Managing Parallel Teams and Addressing Issues (10:47 - 16:04)
While the first team is working, the presenter manually initiates a second team of four agents in a new Tmux session to handle the remaining applications. The video highlights the iterative nature of agentic workflows, where ad-hoc agent teams can be spun up to resolve specific issues. It also touches upon API usage and the importance of observability during complex, scaled operations.
- The presenter manually initiates a second team of four agents in a separate Tmux session to process the remaining four applications.
- The primary agent is asked to list sandbox directories not yet processed, demonstrating its ability to provide status updates.
- The presenter notes running out of API usage for the day, highlighting the cost implications of scaling compute.
- The observability system continues to provide full visibility into both teams' activities.
- The first team successfully mounts four applications, but two applications from the initial set have missing data, requiring further agent intervention.
Iterative Problem Solving and Workflow (16:05 - 20:10)
An ad-hoc agent team is created to address the missing data issues in two of the applications. The video then outlines the full multi-agent orchestration workflow: team creation, task creation, agent spawning, parallel work, agent shutdown, and team deletion. It emphasizes the importance of deleting agents after work to enforce good context engineering practices. The presenter also demonstrates managing 24 running agent sandboxes, showcasing the ability to manage compute at scale.
- A new agent team is spun up to resolve the missing data issues in two applications.
- The full multi-agent orchestration workflow is described: TeamCreate, TaskCreate, spawn agents, parallel work, shutdown, TeamDelete.
- Deleting agents after work is crucial for resetting context and maintaining efficient workflows.
- The presenter shows 24 running agent sandboxes, demonstrating extensive parallel compute management.
- Agent sandboxes are highlighted as a significant trend for scaling agent capabilities securely.
Core Principles and New Tools (20:11 - 23:59)
The video concludes by reiterating the "core four" principles: context, model, prompt, and tools, emphasizing that human engineers remain the ultimate constraint and accelerator. It details the new Claude Code orchestration tools, categorized into team management (TeamCreate, TeamDelete), task management (TaskCreate, TaskList, TaskGet, TaskUpdate), and communications (SendMessage). The presenter encourages engineers to dig into these capabilities, offering resources like his multi-agent observability system and "Tactical Agentic Coding" course for further learning.

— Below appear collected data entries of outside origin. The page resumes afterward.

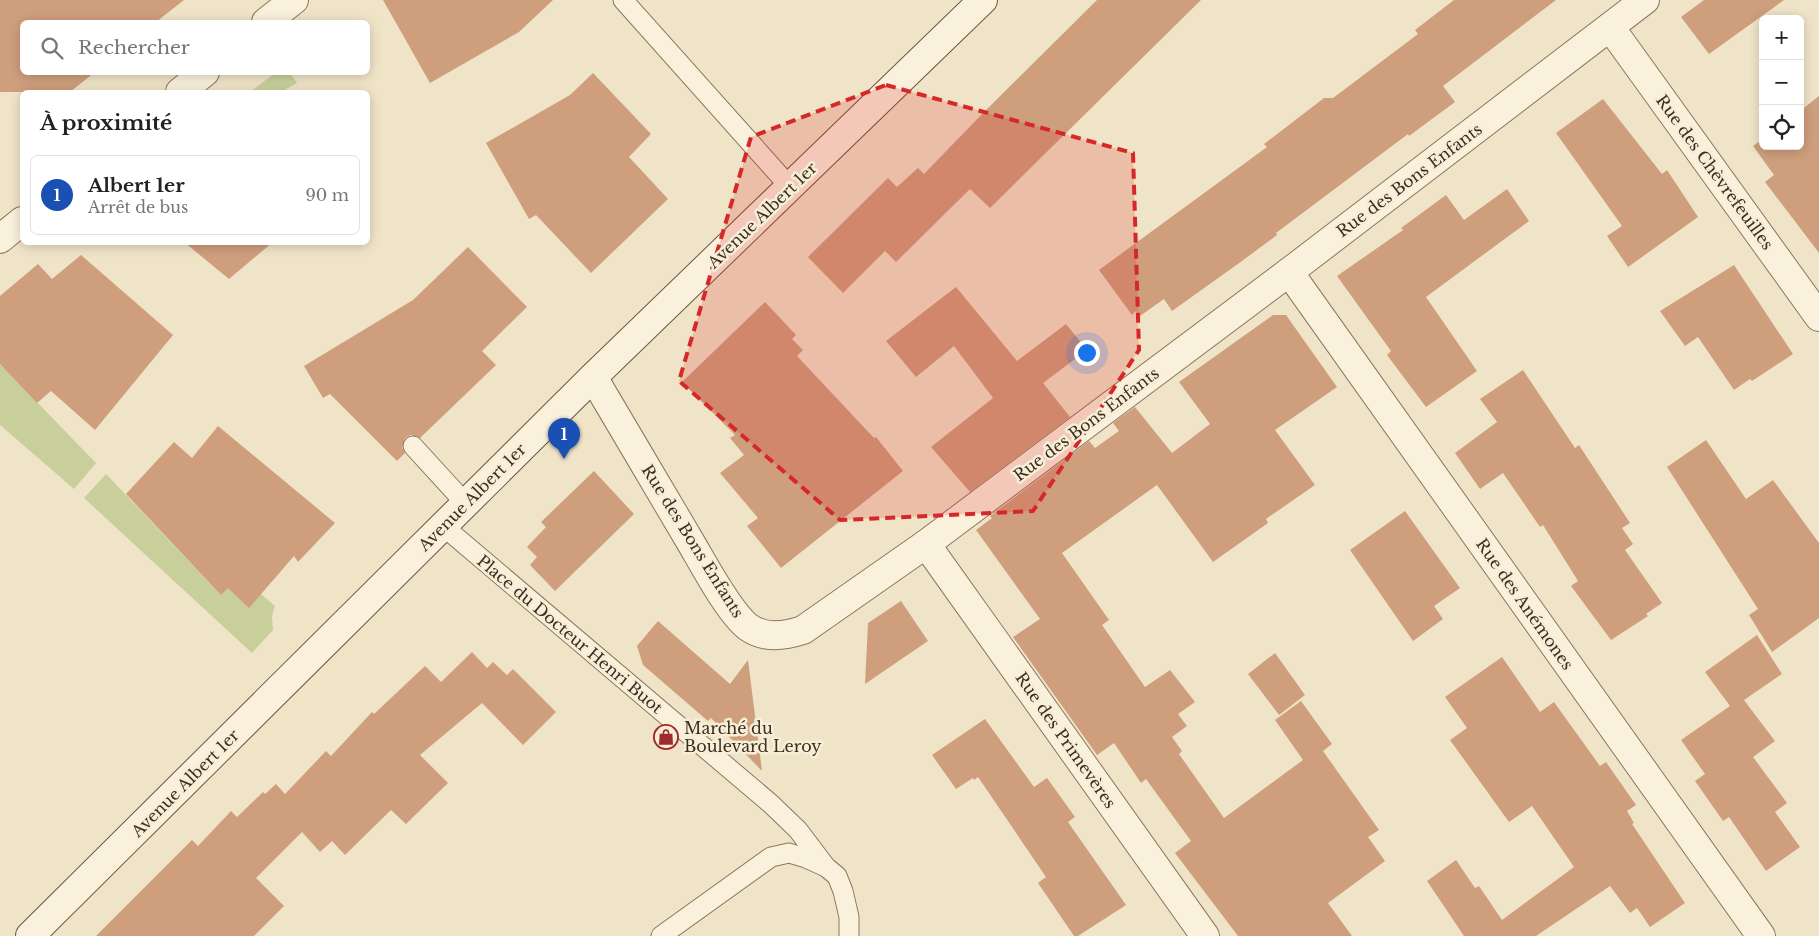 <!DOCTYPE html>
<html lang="fr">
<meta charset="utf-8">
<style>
body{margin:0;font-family:"Libre Baskerville",serif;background:#f6f6f6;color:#222}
.controls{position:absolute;right:15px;top:15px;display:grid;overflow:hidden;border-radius:8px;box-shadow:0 2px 12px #0003}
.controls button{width:45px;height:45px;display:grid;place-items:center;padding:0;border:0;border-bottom:1px solid #e0e0e0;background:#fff;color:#222;font:25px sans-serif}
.you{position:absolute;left:1086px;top:352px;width:18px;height:18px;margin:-12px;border:4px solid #fff;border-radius:50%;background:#1a73e8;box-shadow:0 0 0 8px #1a73e833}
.badge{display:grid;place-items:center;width:32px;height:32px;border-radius:50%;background:#1a73e8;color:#fff;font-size:16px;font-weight:700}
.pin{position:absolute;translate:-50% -41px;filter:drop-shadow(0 1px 2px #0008)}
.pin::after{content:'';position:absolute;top:26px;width:18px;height:15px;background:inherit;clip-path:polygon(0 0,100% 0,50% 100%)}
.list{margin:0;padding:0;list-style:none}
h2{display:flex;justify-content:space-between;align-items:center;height:65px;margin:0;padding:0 20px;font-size:21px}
h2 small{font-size:16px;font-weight:400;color:#767676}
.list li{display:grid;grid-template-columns:32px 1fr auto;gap:15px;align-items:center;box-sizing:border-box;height:80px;margin:0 10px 10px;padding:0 10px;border:1px solid #e0e0e0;border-radius:8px}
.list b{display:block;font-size:19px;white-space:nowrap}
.list p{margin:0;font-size:16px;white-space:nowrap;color:#767676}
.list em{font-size:16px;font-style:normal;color:#767676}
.icon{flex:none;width:28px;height:28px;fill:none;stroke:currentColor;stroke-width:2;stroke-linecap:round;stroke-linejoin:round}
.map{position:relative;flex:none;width:1819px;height:936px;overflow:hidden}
.search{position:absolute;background:#fff;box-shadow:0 2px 12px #0003;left:20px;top:20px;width:350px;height:55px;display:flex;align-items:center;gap:12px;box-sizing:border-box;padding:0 18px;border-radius:8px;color:#767676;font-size:19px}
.panel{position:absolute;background:#fff;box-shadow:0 2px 12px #0003;left:20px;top:90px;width:350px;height:155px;border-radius:8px}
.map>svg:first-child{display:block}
.green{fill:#c9cf9b}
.building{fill:#cf9f7d}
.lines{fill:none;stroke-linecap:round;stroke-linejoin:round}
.lane-casing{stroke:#8d765c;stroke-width:21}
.street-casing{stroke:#8d765c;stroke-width:30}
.secondary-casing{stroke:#6f573f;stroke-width:30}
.lane{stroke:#faf1dc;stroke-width:19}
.street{stroke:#faf1dc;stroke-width:28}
.secondary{stroke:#faf1dc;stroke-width:28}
.marked{fill:#d62828;fill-opacity:0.2;stroke:#d62828;stroke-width:4;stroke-dasharray:10 6;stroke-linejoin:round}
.labels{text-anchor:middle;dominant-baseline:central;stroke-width:5;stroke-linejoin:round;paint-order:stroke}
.street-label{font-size:16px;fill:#3d2e20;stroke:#f7eed8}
.poi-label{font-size:16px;fill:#3d2e20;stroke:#f7eed8;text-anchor:start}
</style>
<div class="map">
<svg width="1819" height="936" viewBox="0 0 1819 936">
<rect width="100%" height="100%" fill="#f0e4c8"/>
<g class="green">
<path d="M275,73H290L297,83L281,92H250Z"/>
<path d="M0,364L96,463L74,489L0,425Z"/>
<path d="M106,474L221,595L228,588L261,594L275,606L272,616L273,630L252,653L84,498Z"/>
</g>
<g class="building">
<path d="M0,0H184L156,22H22V72H95L70,92H0Z"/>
<path d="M383,0H553L519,32L430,83Z"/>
<path d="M1097,0H1201L990,208L970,189L896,262L885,251L843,293L808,257L888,178L897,187L918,168L924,174L983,113Z"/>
<path d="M1454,0H1556L1443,86L1455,102L1409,136L1408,134L1276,233L1277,235L1242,261L1172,311L1164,299L1140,316L1136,311L1132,315L1099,270L1267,147L1264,144L1324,98H1333L1418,34L1415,30Z"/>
<path d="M1704,0H1784L1709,54L1681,17Z"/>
<path d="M593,73L651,134L629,157L668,199L591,273L536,215L529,219L486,143L570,95Z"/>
<path d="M1819,96V253L1765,182L1774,175L1753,146L1763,139V146H1800V111Z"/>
<path d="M1603,99L1662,174L1667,170L1698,217L1628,267L1607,236L1622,226L1556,133Z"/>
<path d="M1507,189L1529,221L1426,297L1477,371L1426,407L1387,355L1391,351L1337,276L1403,230L1401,228L1446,195L1464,220Z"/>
<path d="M184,242H273L229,279Z"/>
<path d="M468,247L527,307L482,351L496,365L420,438L411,435L405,438L402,448L405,453L397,461L330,394L323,398L304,366L413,300Z"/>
<path d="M81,255L173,335L95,430L51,391L37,403L0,364V296L38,264L52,279Z"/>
<path d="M1734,265L1793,354L1752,381L1750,379L1734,390L1698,337L1685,346L1660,311Z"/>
<path d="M956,287L1017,361L1066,324L1087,350L1043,383L1070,417L970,492L931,447L993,398L954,346L916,377L886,341Z"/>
<path d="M765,302L796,335L792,339L803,350L797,356L874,438L876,437L903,471L781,568L747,526L758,518L720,473L744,455L730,438L735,435L682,382Z"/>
<path d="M1273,315H1286L1337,387L1275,430L1315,485L1266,519L1268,523L1213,562L1157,485L1062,553L1109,620L1102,625L1145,687L1170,670L1195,702L1178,714L1187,726L1172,737L1182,751L1179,754L1224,818L1303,760L1275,720L1301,701L1332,744L1323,751L1379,830L1368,837L1385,861L1328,903L1352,936H1238L1175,853L1191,841L1146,779L1141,783L1114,743L1097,755L1013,637L1040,619L976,530L992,518L990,516L1089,441L1095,448L1119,431L1113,423L1135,407L1172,453L1210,424L1179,382Z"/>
<path d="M1523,370L1575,448L1579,445L1630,523L1622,528L1633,544L1625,550L1662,603L1646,614L1648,616L1611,640L1571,586L1578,581L1543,525L1540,527L1503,473L1480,489L1455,453L1497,422L1480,399Z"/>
<path d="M218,426L335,523L298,562L294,556L249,608L228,588L221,595L126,494L174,442L192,458Z"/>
<path d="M1706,440L1746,499L1773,480L1819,543V618L1772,652L1749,615L1758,609L1667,467Z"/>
<path d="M594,471L634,514L555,591L530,565L537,557L527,547L546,527L541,522Z"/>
<path d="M1405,511L1460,588L1434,606L1443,619L1413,641L1350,550Z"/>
<path d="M901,601L928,641L865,684L868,623Z"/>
<path d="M658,621L730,684L748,660L762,771L711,718L708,721L643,665L637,646Z"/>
<path d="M1757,635L1782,674L1744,700L1775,741L1753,757L1787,803L1775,812L1800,847L1766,871L1729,817L1723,821L1695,781L1705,774L1681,740L1730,706L1705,672Z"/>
<path d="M472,652L487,668L493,662L507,675L513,669L556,712L523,745L482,703L420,755L448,783L406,824L391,810L345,855L332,841L320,852L302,832L256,878L284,906L254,936H96L192,840L198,846L231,811L237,817L263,792L265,794L276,784L285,794L326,751L331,756L372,712L374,714L425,666L441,682Z"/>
<path d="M1275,653L1305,695L1279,715L1248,674Z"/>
<path d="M1502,657L1540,712L1554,702L1600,766L1606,762L1636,805L1627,811L1634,823L1632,824L1685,903L1650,927L1637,908L1630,913L1610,886L1536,936H1464L1427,881L1456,860L1475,888L1479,886L1502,920L1574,867L1532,806L1509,822L1450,740L1467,728L1445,697Z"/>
<path d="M985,719L1034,787L1047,778L1075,817L1068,822L1126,905L1078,936H1074L1038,883L1046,877L978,777L974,780L973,778L956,789L932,755Z"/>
</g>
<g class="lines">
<defs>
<g id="lane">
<path d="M623,0L790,187"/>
<path d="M413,446L466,504"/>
<path d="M443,526L771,804L798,830L826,867"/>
<path d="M661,936L771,857L789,853L806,858L826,867L837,876L843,891L849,917V936"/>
</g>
<g id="street">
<path d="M266,22L294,0"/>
<path d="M1610,27L1819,317"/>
<path d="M180,92L205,72"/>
<path d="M0,239L22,221"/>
<path d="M1289,272L1761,936"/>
<path d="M593,377C627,434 660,491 694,548C706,569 730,613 748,627C765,639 784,636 803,630L926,544L1289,272L1645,0"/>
<path d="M926,544L1205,936"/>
</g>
<path id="secondary" d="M30,936L593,377L983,0"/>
</defs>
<use href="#lane" class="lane-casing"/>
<use href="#street" class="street-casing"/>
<use href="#secondary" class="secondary-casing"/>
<use href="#lane" class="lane"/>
<use href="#street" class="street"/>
<use href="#secondary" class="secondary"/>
</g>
<path class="marked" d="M886,85L1133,153L1139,350L1033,511L840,520L679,381L751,137Z"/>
<defs>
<symbol id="shop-ring" viewBox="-11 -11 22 22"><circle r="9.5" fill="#f7eed8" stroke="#9e2a2b" stroke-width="1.5"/><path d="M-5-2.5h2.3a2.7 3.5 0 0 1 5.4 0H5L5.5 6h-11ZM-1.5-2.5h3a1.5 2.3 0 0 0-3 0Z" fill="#9e2a2b"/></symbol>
</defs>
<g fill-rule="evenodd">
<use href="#shop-ring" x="652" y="723" width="28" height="28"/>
</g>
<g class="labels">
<g class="street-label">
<text transform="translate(1715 172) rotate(54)">Rue des Chèvrefeuilles</text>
<text transform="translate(1409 180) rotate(-37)">Rue des Bons Enfants</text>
<text transform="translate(762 215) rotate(-44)">Avenue Albert 1er</text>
<text transform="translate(1086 424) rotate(-37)">Rue des Bons Enfants</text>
<text transform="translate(472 497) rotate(-45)">Avenue Albert 1er</text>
<text transform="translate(693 541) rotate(58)">Rue des Bons Enfants</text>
<text transform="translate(1525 604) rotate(55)">Rue des Anémones</text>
<text transform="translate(570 634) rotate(40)">Place du Docteur Henri Buot</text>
<text transform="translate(1066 740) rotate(55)">Rue des Primevères</text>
<text transform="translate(185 783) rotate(-45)">Avenue Albert 1er</text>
</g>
<g class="poi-label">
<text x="684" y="728">Marché du<tspan x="684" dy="18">Boulevard Leroy</tspan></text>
</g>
</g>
</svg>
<div class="controls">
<button>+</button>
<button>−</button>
<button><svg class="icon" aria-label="locate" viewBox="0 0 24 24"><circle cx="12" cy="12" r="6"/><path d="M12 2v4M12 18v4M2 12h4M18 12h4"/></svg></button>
</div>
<div class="you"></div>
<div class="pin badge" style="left:564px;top:459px;background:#1a4fb4">1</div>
<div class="search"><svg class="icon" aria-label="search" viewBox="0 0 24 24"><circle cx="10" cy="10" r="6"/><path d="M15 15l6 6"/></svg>Rechercher</div>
<section class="panel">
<h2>À proximité<small></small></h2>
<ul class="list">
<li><span class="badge" style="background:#1a4fb4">1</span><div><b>Albert 1er</b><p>Arrêt de bus</p></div><em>90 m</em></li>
</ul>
</section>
</div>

- All agentic engineering boils down to the "core four": context, model, prompt, tools.
- Engineers' understanding and application of tools are the primary limitations and drivers of progress.
- New Claude Code tools include
TeamCreate, TeamDelete, TaskCreate, TaskList, TaskGet, TaskUpdate, and SendMessage.
SendMessage is highlighted as crucial for inter-agent communication.
- The complete multi-agent orchestration workflow is reinforced as creating a team, tasks, spawning agents, parallel work, shutting down, and deleting the team.
- The presenter encourages continuous learning and provides links to his observability system, agent sandbox skill, and "Tactical Agentic Coding" course.